وَلَن تَرْضَى عَنكَ الْيَهُودُ وَلاَ النَّصَارَى حَتَّى تَتَّبِعَ مِلَّتَهُمْ قُلْ إِنَّ هُدَى اللّهِ هُوَ الْهُدَى وَلَئِنِ اتَّبَعْتَ أَهْوَاءهُم بَعْدَ الَّذِي جَاءكَ مِنَ الْعِلْمِ مَا لَكَ مِنَ اللّهِ مِن وَلِيٍّ وَلاَ نَصِ

“And never will the Jews or the Christians approve of you until you follow their religion. Say, “Indeed, the guidance of Allah is the [only] guidance.” If you were to follow their desires after what has come to you of knowledge, you would have against Allah no protector or helper.” (2:120)

If they were so in favor of women’s rights, then why do they not let Muslim sisters cover themselves up just like they desire to reveal themselves? Why didn’t we hear anything from them when women would get raped and killed for years in Somalia but as soon as the Islamic Courts came into power, enforced the hijab and punished criminals according to the shariah, we hear their slogans of women being oppressed and their need to be ‘liberated?’
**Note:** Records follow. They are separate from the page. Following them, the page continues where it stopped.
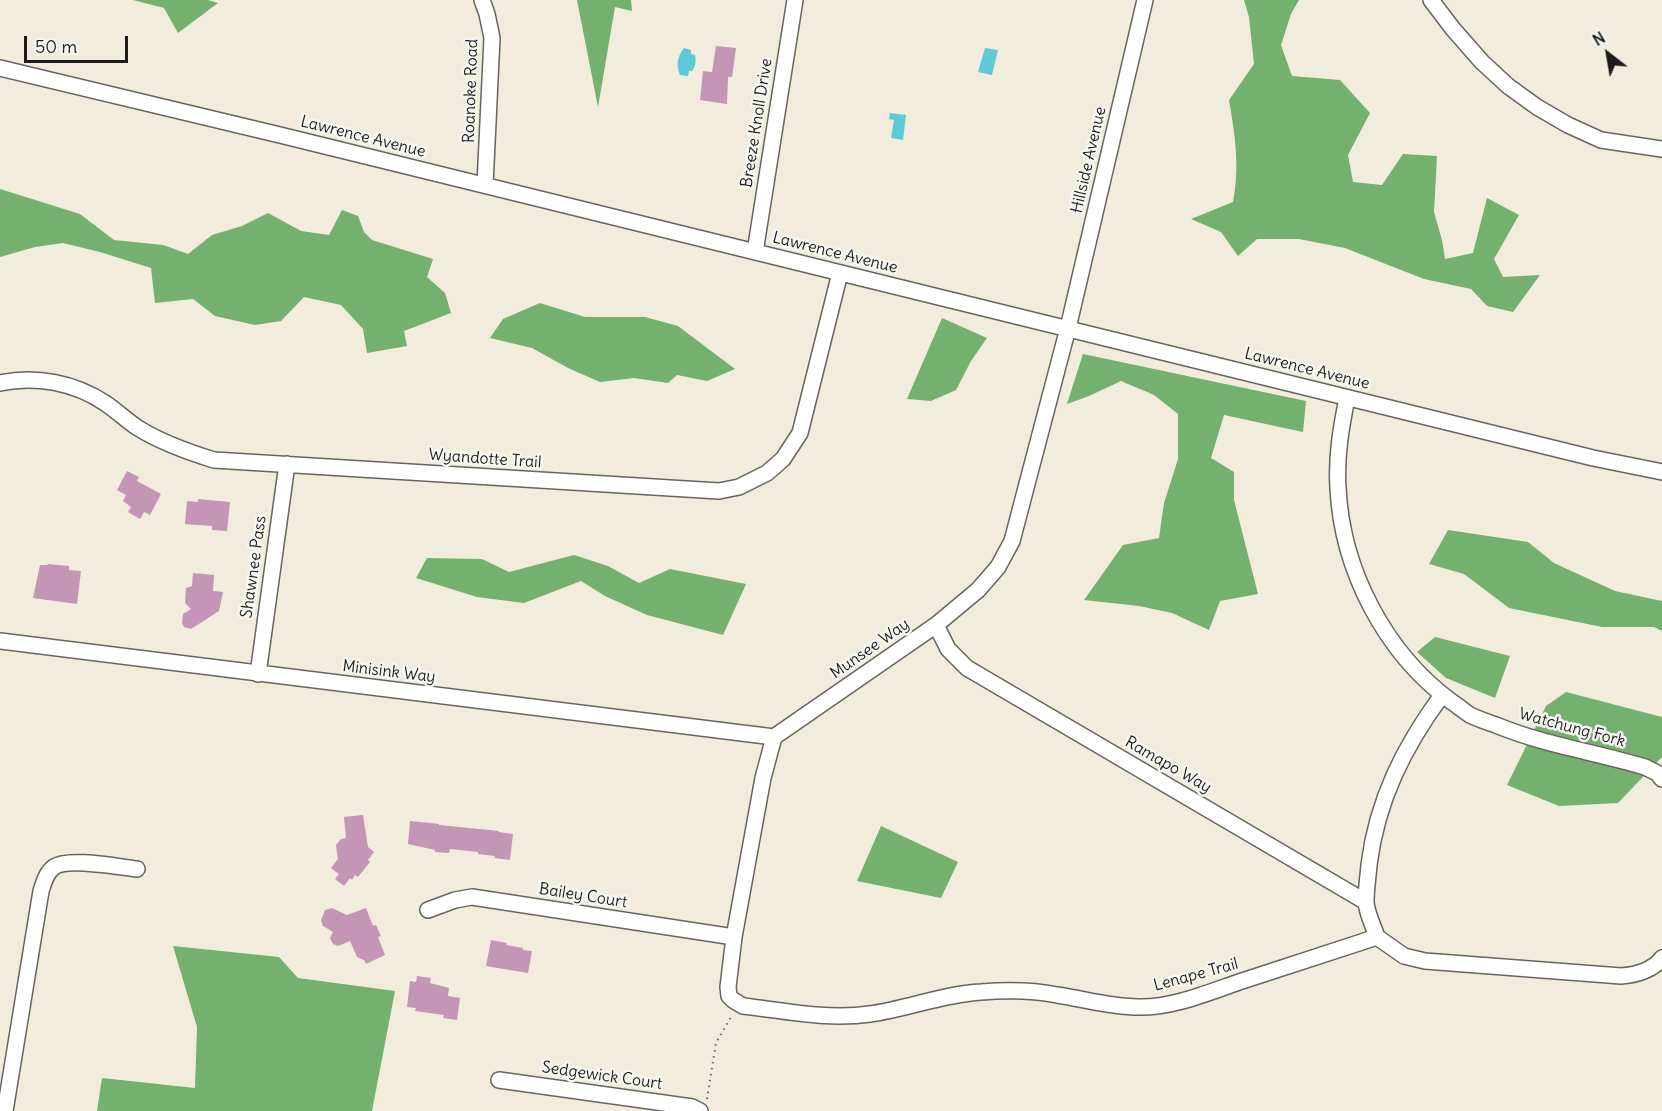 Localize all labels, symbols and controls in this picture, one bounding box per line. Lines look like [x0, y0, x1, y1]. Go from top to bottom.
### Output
scale bar [27, 24, 130, 62]
north arrow [1578, 24, 1638, 84]
text: N [1589, 27, 1609, 50]
text: 50 m [35, 35, 77, 58]
street label: Roanoke Road [460, 38, 482, 144]
street label: Breeze Knoll Drive [737, 57, 777, 189]
street label: Hillside Avenue [1067, 105, 1111, 215]
street label: Lawrence Avenue [299, 112, 427, 162]
street label: Lawrence Avenue [771, 228, 899, 278]
street label: Lawrence Avenue [1243, 344, 1371, 394]
street label: Wyandotte Trail [428, 445, 542, 473]
street label: Shawnee Pass [237, 515, 271, 619]
street label: Munsee Way [827, 615, 913, 683]
street label: Minisink Way [341, 657, 437, 687]
street label: Watchung Fork [1517, 705, 1627, 751]
street label: Ramapo Way [1121, 733, 1215, 797]
street label: Bailey Court [538, 880, 628, 912]
street label: Lenape Trail [1152, 955, 1240, 995]
street label: Sedgewick Court [541, 1058, 663, 1094]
According to a National Domestic Violence Hotline survey, 4 million American women experience a serious assault by a partner during an average 12-month period. More than three women are killed by their husbands and boyfriends everyday. Also in this same disbelieving country of America, as many as 324,000 women each year experience intimate partner violence during their pregnancy. Read more of these shocking statistics!
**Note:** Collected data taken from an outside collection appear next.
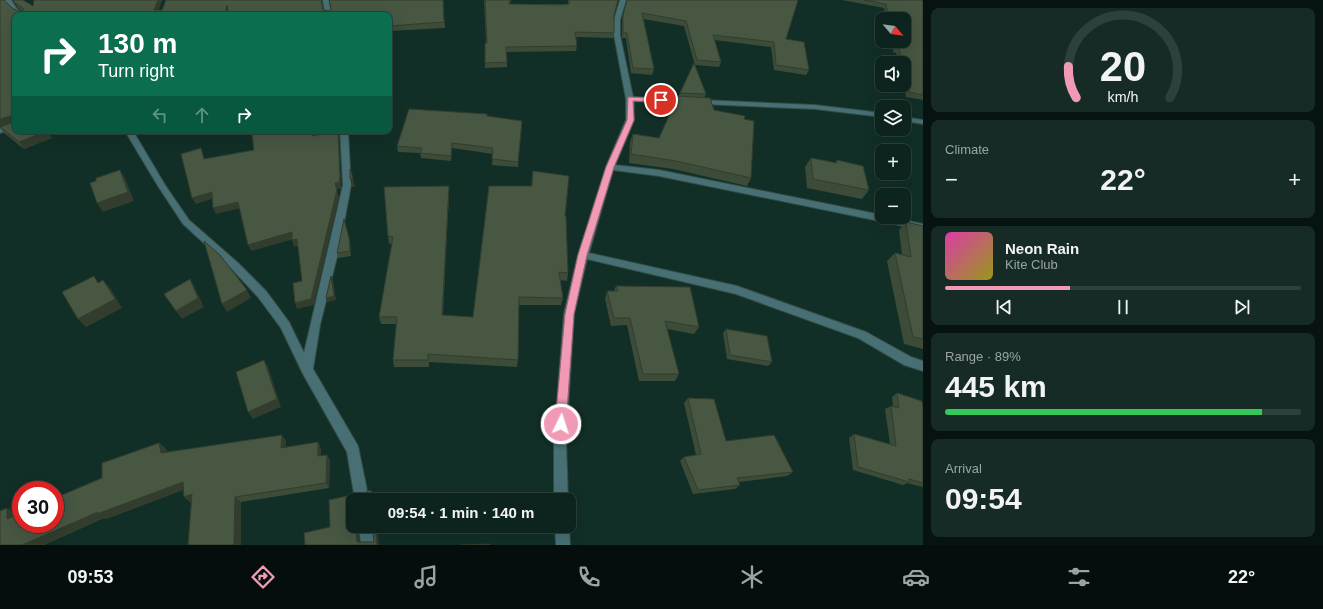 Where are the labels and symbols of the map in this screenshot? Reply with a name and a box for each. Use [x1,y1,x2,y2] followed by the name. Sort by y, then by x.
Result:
[875,12,911,48] north arrow
[644,83,678,117] pin
[540,403,582,445] position arrow
[12,481,64,533] speed limit sign: 30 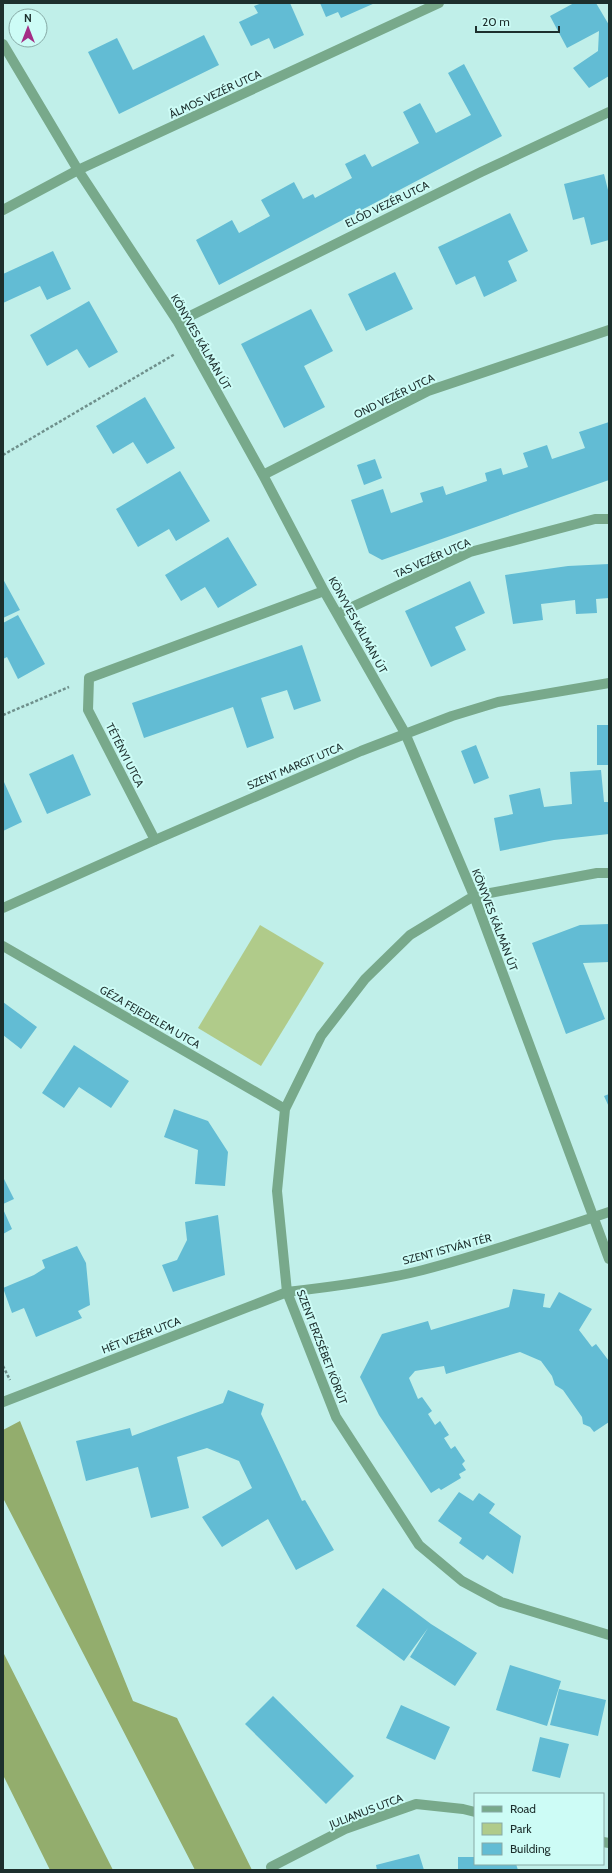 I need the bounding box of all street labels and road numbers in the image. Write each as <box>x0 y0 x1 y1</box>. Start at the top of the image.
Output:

And finally recall this 1992 statement from the Rev. Pat Robertson, offering his views on feminism. He states: feminism is a “socialist, anti-family political movement that encourages women to leave their husbands, kill their children, practice witchcraft, destroy capitalism and become lesbians.”

So we say to these people, clean up your front lawn first before you even glance in our direction.

Excerpts below:

“A kind of aggression.” “A successor to the Berlin Wall.” “A lever in the long power struggle between democratic values and fundamentalism.” “An insult to education.” “A terrorist operation.” These descriptions–by former French President Jacques Chirac; economist Jacques Attali; and philosophers Bernard-Henri Lévy, Alain Finkielkraut and André Glucksmann–do not refer to the next great menace to human civilization but rather to the Muslim woman’s headscarf, which covers the hair and neck, or, as it is known in France, the foulard islamique

“The decade-long debate in France over the foulard was marked by three specific controversies. The first erupted in October 1989, when Ernest Chénière, the principal of a high school in Creil, north of Paris, expelled three students: Samira Saidani and Leila and Fatima Achaboun. The reason for the expulsion, Chénière claimed, was that he had to enforce laïcité, the French notion of secularism, in the school. The national debate that followed took place within the context of the fatwa against Salman Rushdie and the West’s confrontation with Iran, on the one hand, and the celebration of the bicentennial of the French Republic, on the other.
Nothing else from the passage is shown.